Collection Highlight: Vanport City, Oregon Photo Albums

Vanport, Oregon was a wartime public housing project built to shelter Kaiser Shipyard employees working in Portland and Vancouver, Washington. The city was destroyed in May 1948 when a 200-foot section of the dike holding back the Columbia River collapsed during a flood, killing 15 and leaving its population of largely African-American inhabitants homeless.

Two photo albums regarding the history of Vanport have recently been made available in Special Collections and University Archives. The Vanport, Oregon construction photograph album (PH203_064) and the Vanport, Oregon flood photograph album (PH203_025) document the city before and after the disaster.

Vanport City float at the 1948 Portland Rose Festival Parade (PH203_025)

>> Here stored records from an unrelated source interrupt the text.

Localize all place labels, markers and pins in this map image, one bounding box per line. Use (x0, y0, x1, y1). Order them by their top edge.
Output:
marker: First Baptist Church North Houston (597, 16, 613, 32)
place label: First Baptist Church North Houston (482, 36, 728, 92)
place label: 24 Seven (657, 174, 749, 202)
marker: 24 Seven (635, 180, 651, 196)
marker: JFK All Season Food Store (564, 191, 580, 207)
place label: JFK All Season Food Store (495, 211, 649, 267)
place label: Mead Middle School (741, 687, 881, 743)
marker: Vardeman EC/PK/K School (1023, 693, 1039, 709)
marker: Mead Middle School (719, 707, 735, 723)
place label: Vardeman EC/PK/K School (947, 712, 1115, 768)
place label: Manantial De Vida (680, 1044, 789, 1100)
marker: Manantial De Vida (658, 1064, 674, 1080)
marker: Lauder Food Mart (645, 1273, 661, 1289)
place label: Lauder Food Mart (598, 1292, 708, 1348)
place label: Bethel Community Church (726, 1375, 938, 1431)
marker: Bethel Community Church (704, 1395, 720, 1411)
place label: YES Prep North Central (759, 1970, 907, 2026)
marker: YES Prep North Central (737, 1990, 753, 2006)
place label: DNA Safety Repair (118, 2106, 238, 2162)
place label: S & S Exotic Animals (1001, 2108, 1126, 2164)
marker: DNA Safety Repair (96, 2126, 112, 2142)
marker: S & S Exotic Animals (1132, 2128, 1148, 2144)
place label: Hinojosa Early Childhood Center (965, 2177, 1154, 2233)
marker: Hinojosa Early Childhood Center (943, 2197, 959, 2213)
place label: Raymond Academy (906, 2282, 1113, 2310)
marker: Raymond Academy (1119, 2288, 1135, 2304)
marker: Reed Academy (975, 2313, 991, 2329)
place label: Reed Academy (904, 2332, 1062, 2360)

The Vanport, Oregon construction album contains thirty four images and text produced in 1944 by the Oregon Shipbuilding Corporation documenting construction and operation of Vanport in response to a query from a British official. Though Vanport would become home to the largest population of African-Americans in Oregon, the corporation’s report features only images of white residents.

The Vanport, Oregon flood photograph album contains one hundred photographs of the aftermath of the 1948 flood in Vanport and Portland. The album also contains a copy of the memo circulated to residents urging them to remain in their homes rather than evacuate the area.

These albums join our other resources on Oregon history and are now available for research in the Special Collections and University Archives reading room.